Among the reasons for these requests, FMI cited the following:


  • The cost of electronic payments is one of the fastest growing and least controllable costs.

  • There have been 11 credit/debit rate increases in the last 12 months with still more expected this year.

  • PIN debit fees are up 267 percent since 1999.

  • Electronic payments volume has increased over 500 percent from 1989 to 2000, and continues to grow dramatically.

  • Card associations collected $29.2 billion in 2003 on interchange fees, which banks impose on retailers for all electronic transactions.

  • The current interchange fee model is inverted from normal competitive market models — more volume means more cost; volume cannot be used to lower costs; merchant fees are invisible to consumers.


     

According to a 2003 report by the Tower Group Food, food retailers handle over half of all PIN-based and signature-based debit transactions (credit cards that work as checks). “At the same time,” FMI commented, “the cost of accepting these cards has been skyrocketing, often exceeding the 1 percent net profit margin of the typical grocery store.”

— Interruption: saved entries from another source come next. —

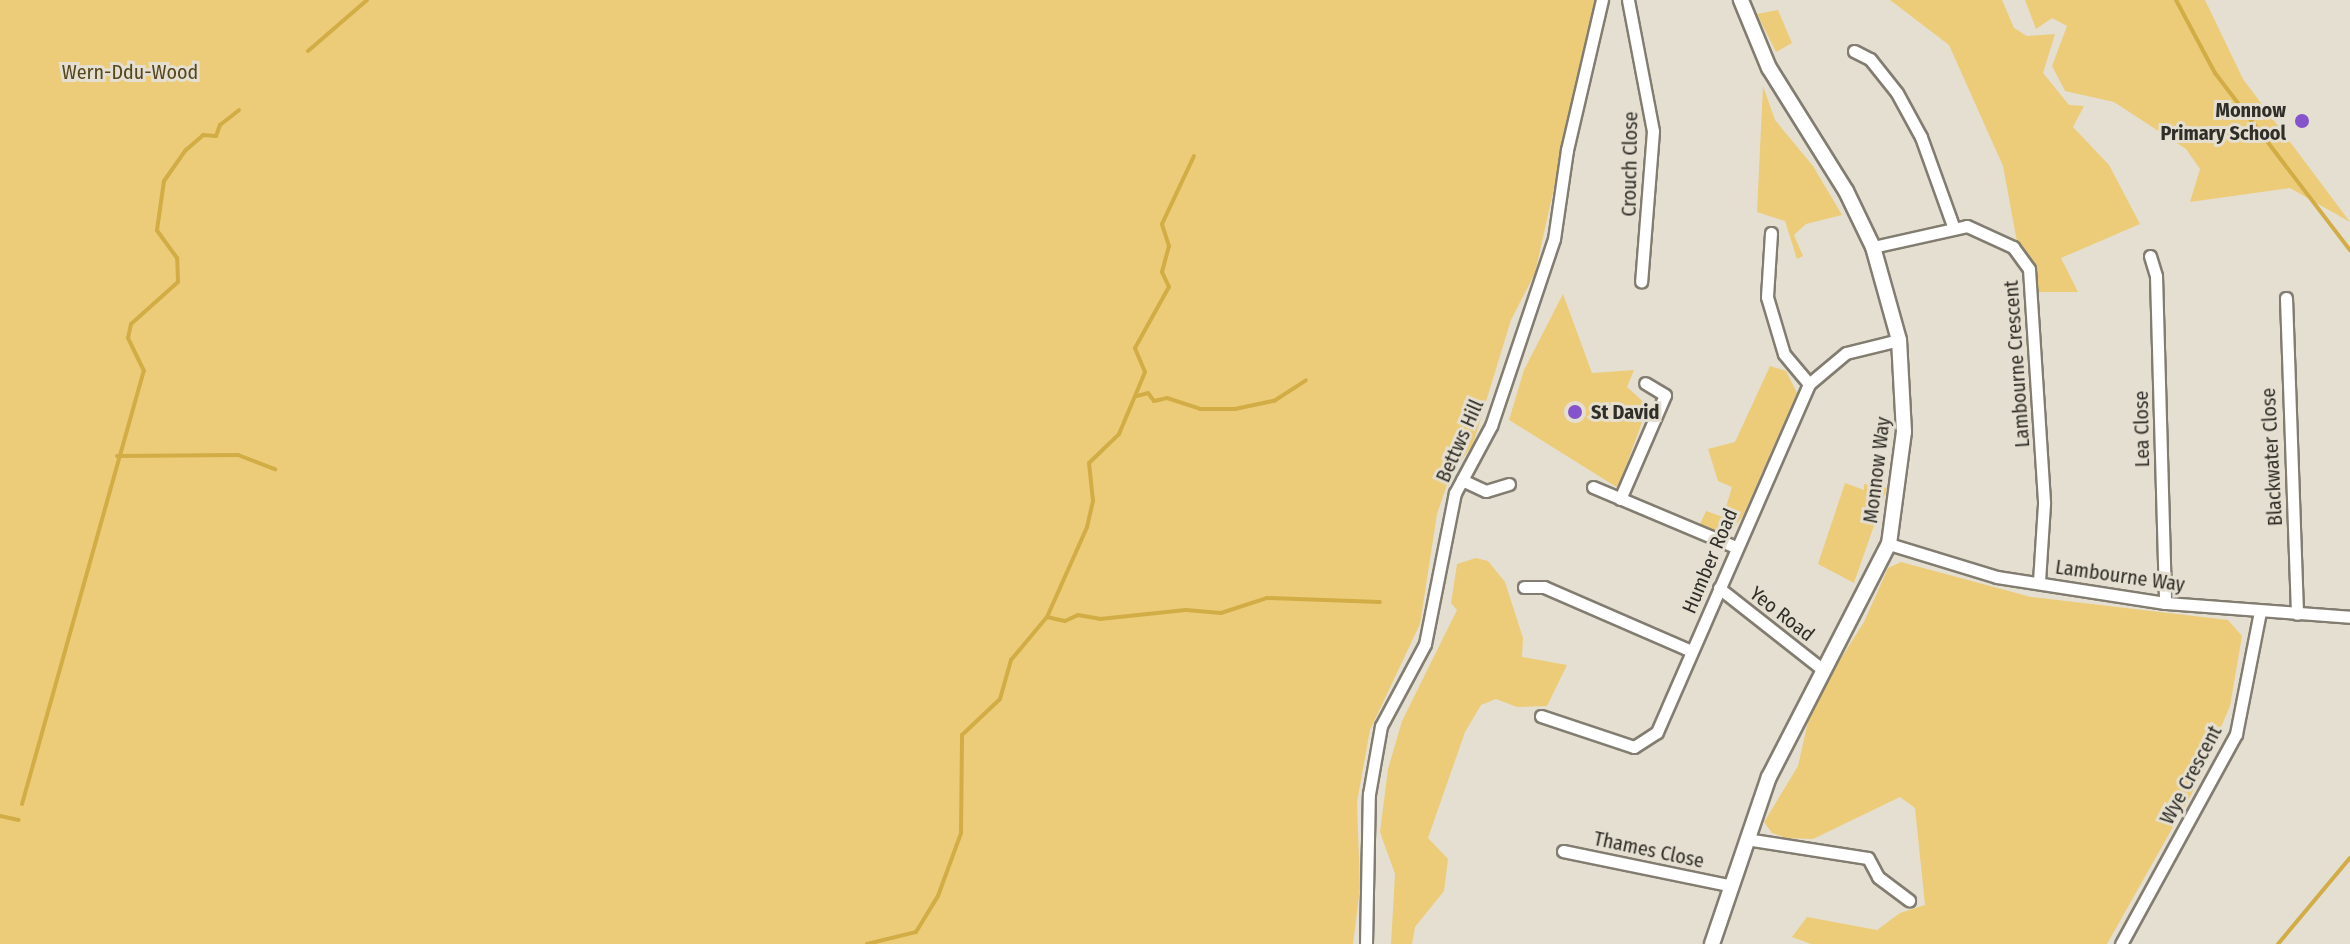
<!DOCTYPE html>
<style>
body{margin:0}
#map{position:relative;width:2350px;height:944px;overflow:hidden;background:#e5dfd1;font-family:"Fira Sans Condensed",sans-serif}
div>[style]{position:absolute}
.green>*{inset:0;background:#eccc79}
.stream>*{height:4px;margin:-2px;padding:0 2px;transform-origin:2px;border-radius:2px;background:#d2ad46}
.roads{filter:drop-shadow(2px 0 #827d70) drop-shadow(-2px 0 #827d70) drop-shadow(0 2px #827d70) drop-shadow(0 -2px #827d70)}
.minor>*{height:11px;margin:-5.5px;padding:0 5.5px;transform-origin:5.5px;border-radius:5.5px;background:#fff}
.tertiary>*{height:14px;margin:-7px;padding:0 7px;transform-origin:7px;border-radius:7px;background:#fff}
.dots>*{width:22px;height:22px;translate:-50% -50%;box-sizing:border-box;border:4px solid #e5dfd1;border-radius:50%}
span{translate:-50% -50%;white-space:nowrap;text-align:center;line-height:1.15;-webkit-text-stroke:6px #e5dfd1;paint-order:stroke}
.park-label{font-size:20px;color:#55461b}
.poi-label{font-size:20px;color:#302e28;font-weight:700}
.right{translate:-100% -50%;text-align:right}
.left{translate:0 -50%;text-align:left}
.street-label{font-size:20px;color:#302e28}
</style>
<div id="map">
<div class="green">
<i style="clip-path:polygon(0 0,1596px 0,1535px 273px,1511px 320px,1473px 444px,1450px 476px,1437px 514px,1420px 624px,1370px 730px,1357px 802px,1360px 888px,1353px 944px,0 944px)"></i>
<i style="clip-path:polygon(1890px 0,2002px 0,2014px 28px,2027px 36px,2055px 34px,2043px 73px,2069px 105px,2084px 106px,2073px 127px,2109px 165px,2140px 224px,2061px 258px,2078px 292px,2038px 292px,2031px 258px,2017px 242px,2003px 166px,1949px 45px)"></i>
<i style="clip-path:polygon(2025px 0,2205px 0,2243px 79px,2350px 222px,2290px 188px,2190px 202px,2200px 169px,2186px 149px,2114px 102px,2065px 91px,2052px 66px,2067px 26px,2052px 18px,2036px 29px)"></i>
<i style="clip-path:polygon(1778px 10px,1792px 43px,1776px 52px,1757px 14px)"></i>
<i style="clip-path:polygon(1763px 86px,1775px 120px,1813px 166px,1842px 215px,1806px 224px,1794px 235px,1803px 256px,1797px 259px,1785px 221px,1757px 212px)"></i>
<i style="clip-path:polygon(1563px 294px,1592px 373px,1634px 370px,1627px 387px,1648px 406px,1618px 488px,1509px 420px,1524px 370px)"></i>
<i style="clip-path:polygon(1770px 366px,1786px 371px,1797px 393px,1743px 516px,1731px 531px,1717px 532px,1700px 524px,1706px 511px,1723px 517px,1732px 487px,1718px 481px,1708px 449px,1735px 442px)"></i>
<i style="clip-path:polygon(1845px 483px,1864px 490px,1864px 484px,1887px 488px,1854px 583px,1818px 564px)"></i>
<i style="clip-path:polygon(1476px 558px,1488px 561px,1505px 582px,1523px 638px,1522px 657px,1567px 665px,1547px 706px,1517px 707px,1496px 699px,1481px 705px,1465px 732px,1428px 838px,1448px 859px,1444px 891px,1415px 927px,1412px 944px,1391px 944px,1395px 874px,1380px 832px,1388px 769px,1402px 721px,1457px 610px,1451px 603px,1457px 564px)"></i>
<i style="clip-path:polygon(1901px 562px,2031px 597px,2228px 620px,2242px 636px,2230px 706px,2196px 786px,2107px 944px,1811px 944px,1792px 937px,1807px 917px,1877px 930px,1900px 913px,1925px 905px,1915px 808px,1900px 797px,1813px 839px,1786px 838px,1772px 833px,1764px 822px,1798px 766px,1812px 704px,1864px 622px,1888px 568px)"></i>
</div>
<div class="stream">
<i style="left:2176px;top:0;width:83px;rotate:61.9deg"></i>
<i style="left:2215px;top:73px;width:223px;rotate:52.7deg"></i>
<i style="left:308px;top:51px;width:78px;rotate:-40.8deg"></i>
<i style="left:1137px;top:396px;width:11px;rotate:-15deg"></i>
<i style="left:1148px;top:393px;width:10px;rotate:53deg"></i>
<i style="left:1154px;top:401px;width:13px;rotate:-13deg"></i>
<i style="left:1167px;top:398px;width:35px;rotate:18deg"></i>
<i style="left:1200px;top:409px;width:35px"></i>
<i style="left:1235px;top:409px;width:40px;rotate:-12deg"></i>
<i style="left:1274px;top:401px;width:38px;rotate:-33deg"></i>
<i style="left:117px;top:456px;width:121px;rotate:-0.5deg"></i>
<i style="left:238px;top:455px;width:40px;rotate:21deg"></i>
<i style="left:1047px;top:617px;width:18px;rotate:13deg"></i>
<i style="left:1065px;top:621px;width:14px;rotate:-25deg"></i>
<i style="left:1078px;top:615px;width:22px;rotate:10deg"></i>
<i style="left:1100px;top:619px;width:86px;rotate:-6deg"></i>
<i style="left:1186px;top:610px;width:35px;rotate:5deg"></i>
<i style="left:1221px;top:613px;width:48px;rotate:-18.1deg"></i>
<i style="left:1267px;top:598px;width:113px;rotate:2deg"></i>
<i style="left:22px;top:804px;width:450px;rotate:-74.3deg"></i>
<i style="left:144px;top:371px;width:37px;rotate:-116deg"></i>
<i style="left:128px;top:338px;width:14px;rotate:-78deg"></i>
<i style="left:131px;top:324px;width:63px;rotate:-41.8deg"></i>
<i style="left:178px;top:282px;width:24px;rotate:-92deg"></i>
<i style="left:177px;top:258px;width:34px;rotate:-126deg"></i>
<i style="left:157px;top:230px;width:49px;rotate:-81.9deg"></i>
<i style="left:164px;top:181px;width:38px;rotate:-55deg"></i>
<i style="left:186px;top:150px;width:23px;rotate:-41deg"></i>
<i style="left:203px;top:135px;width:13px;rotate:4deg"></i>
<i style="left:216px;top:136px;width:12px;rotate:-70deg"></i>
<i style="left:220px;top:125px;width:24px;rotate:-38deg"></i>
<i style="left:0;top:816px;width:19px;rotate:12deg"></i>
<i style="left:867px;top:944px;width:50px;rotate:-13.8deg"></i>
<i style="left:916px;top:932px;width:42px;rotate:-58.6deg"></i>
<i style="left:938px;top:896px;width:67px;rotate:-69.9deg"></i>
<i style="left:961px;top:833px;width:98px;rotate:-89.4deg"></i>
<i style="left:962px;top:735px;width:52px;rotate:-43.5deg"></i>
<i style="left:1000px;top:699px;width:41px;rotate:-74.2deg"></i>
<i style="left:1011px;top:660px;width:56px;rotate:-50.1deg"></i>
<i style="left:1047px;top:617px;width:98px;rotate:-66deg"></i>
<i style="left:1087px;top:527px;width:27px;rotate:-77deg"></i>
<i style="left:1093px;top:501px;width:38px;rotate:-96deg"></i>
<i style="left:1089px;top:463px;width:42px;rotate:-44deg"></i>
<i style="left:1119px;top:434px;width:67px;rotate:-67.2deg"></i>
<i style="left:1145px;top:372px;width:26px;rotate:-113deg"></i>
<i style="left:1135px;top:348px;width:70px;rotate:-60.9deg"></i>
<i style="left:1169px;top:287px;width:17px;rotate:-115deg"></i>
<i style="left:1162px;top:272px;width:27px;rotate:-75deg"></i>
<i style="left:1169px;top:246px;width:23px;rotate:-108deg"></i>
<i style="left:1162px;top:224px;width:75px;rotate:-64.8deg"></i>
<i style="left:2278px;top:944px;width:112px;rotate:-50.1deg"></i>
</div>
<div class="roads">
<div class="minor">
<i style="left:1628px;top:0;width:133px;rotate:79.2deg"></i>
<i style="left:1653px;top:131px;width:151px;rotate:94.5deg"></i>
<i style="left:1854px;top:51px;width:18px;rotate:27deg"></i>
<i style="left:1870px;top:59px;width:43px;rotate:51.5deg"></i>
<i style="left:1897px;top:93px;width:50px;rotate:61.4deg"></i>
<i style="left:1921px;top:137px;width:95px;rotate:70.2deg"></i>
<i style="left:1771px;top:233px;width:64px;rotate:93.6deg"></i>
<i style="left:1767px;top:297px;width:59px;rotate:73.4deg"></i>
<i style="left:1784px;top:354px;width:39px;rotate:50deg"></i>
<i style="left:1873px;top:247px;width:96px;rotate:-12.6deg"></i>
<i style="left:1967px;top:226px;width:51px;rotate:24.5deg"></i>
<i style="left:2013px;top:247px;width:27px;rotate:54deg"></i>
<i style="left:2029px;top:269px;width:235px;rotate:86.3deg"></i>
<i style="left:2044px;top:504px;width:78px;rotate:93.7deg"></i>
<i style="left:2150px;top:256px;width:21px;rotate:73deg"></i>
<i style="left:2156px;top:276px;width:327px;rotate:88.4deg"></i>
<i style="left:2286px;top:298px;width:316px;rotate:88deg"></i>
<i style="left:1462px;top:480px;width:26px;rotate:25deg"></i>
<i style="left:1486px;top:491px;width:24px;rotate:-17deg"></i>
<i style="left:1593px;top:487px;width:155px;rotate:22.8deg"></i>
<i style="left:1620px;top:499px;width:113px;rotate:-66.6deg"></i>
<i style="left:1665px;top:395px;width:23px;rotate:-149deg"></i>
<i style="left:1889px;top:544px;width:113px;rotate:17deg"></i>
<i style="left:1997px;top:577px;width:170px;rotate:8.8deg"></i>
<i style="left:2165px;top:603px;width:186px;rotate:4.3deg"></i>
<i style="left:1524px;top:587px;width:20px"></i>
<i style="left:1544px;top:587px;width:160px;rotate:23.5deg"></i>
<i style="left:1719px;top:588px;width:131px;rotate:38.2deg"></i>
<i style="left:1541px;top:716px;width:98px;rotate:18.4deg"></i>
<i style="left:1634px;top:747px;width:27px;rotate:-33deg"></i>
<i style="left:1657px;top:732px;width:380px;rotate:-66.4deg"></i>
<i style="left:1809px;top:384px;width:48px;rotate:-40deg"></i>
<i style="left:1846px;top:353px;width:55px;rotate:-13.8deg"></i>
<i style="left:1746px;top:839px;width:123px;rotate:8.9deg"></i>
<i style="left:1868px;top:858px;width:21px;rotate:62deg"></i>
<i style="left:1878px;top:877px;width:39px;rotate:37deg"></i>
<i style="left:1563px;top:851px;width:168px;rotate:11.6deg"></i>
<i style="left:1366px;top:944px;width:150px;rotate:-88.9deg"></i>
<i style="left:1369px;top:794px;width:69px;rotate:-80deg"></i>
<i style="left:1381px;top:726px;width:93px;rotate:-61.8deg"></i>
<i style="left:1425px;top:644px;width:154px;rotate:-78.8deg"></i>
<i style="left:1455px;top:493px;width:76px;rotate:-61.8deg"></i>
<i style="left:1491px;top:426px;width:197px;rotate:-71.4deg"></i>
<i style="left:1554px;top:239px;width:90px;rotate:-81.7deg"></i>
<i style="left:1567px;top:150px;width:154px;rotate:-76.9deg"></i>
<i style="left:2121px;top:944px;width:239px;rotate:-61.3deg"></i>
<i style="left:2236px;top:734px;width:124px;rotate:-78.9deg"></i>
</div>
<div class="tertiary">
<i style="left:1712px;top:944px;width:176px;rotate:-71.2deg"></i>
<i style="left:1769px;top:777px;width:262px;rotate:-62.8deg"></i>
<i style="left:1889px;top:544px;width:113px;rotate:-82.4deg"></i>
<i style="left:1904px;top:432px;width:92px;rotate:-93.1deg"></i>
<i style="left:1899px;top:340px;width:97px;rotate:-105.6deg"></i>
<i style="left:1873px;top:247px;width:62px;rotate:-115.7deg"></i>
<i style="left:1846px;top:191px;width:145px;rotate:-122deg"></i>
<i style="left:1769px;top:68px;width:74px;rotate:-112.4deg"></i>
</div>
</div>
<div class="dots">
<i style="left:2302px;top:121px;background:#8553cc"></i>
<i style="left:1575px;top:412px;background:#8553cc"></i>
</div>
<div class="park-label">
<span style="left:130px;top:72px">Wern-Ddu-Wood</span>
</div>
<div class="poi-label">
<span class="right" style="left:2286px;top:122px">Monnow<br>Primary School</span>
<span class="left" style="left:1591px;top:412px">St David</span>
</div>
<div class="street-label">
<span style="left:1630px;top:164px;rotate:-89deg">Crouch Close</span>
<span style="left:2017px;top:364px;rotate:-94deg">Lambourne Crescent</span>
<span style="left:2142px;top:429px;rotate:-91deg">Lea Close</span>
<span style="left:1460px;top:441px;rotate:-66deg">Bettws Hill</span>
<span style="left:2272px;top:457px;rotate:-93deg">Blackwater Close</span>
<span style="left:1877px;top:470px;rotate:-83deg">Monnow Way</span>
<span style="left:1710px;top:561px;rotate:-67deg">Humber Road</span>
<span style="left:2120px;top:576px;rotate:8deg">Lambourne Way</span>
<span style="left:1782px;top:614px;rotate:38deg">Yeo Road</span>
<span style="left:2191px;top:775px;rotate:-62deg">Wye Crescent</span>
<span style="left:1649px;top:850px;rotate:12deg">Thames Close</span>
</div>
</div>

FMI noted that “financial institutions are intentionally trying to switch consumers to signature debit, which is slower, less secure and significantly more expensive for retailers and ultimately for consumers.” This trend is “contributing to the growing national problem of identity theft. Thieves can use signature debit cards to empty consumer checking/saving accounts without needing a PIN.”


Retailers cannot control the interchange fees for signature-debit transactions, FMI said. “Because financial institutions are able to charge retailers so much more for signature debit, they have a perverse incentive to drive cardholders to the more costly alternative for retailers and more fraud-prone for consumers.
     

“Since signature debit transactions have a higher fraud risk than PIN-based debit transactions, banks should encourage their customers to use the more secure PIN-based debit payment type.”
     

FMI encouraged the Federal Reserve to examine methods to regulate fees, stating that “the United Kingdom, Australia, Israel and the European Union have initiated actions such as caps on fees, changes in operating rules, antitrust/fair trade investigations, studies and legislation.”
     

FMI filed the comments on July 23, 2004, and is drawing upon the expertise of its Electronic Payments Systems Committee in researching these issues and working with the Federal Reserve.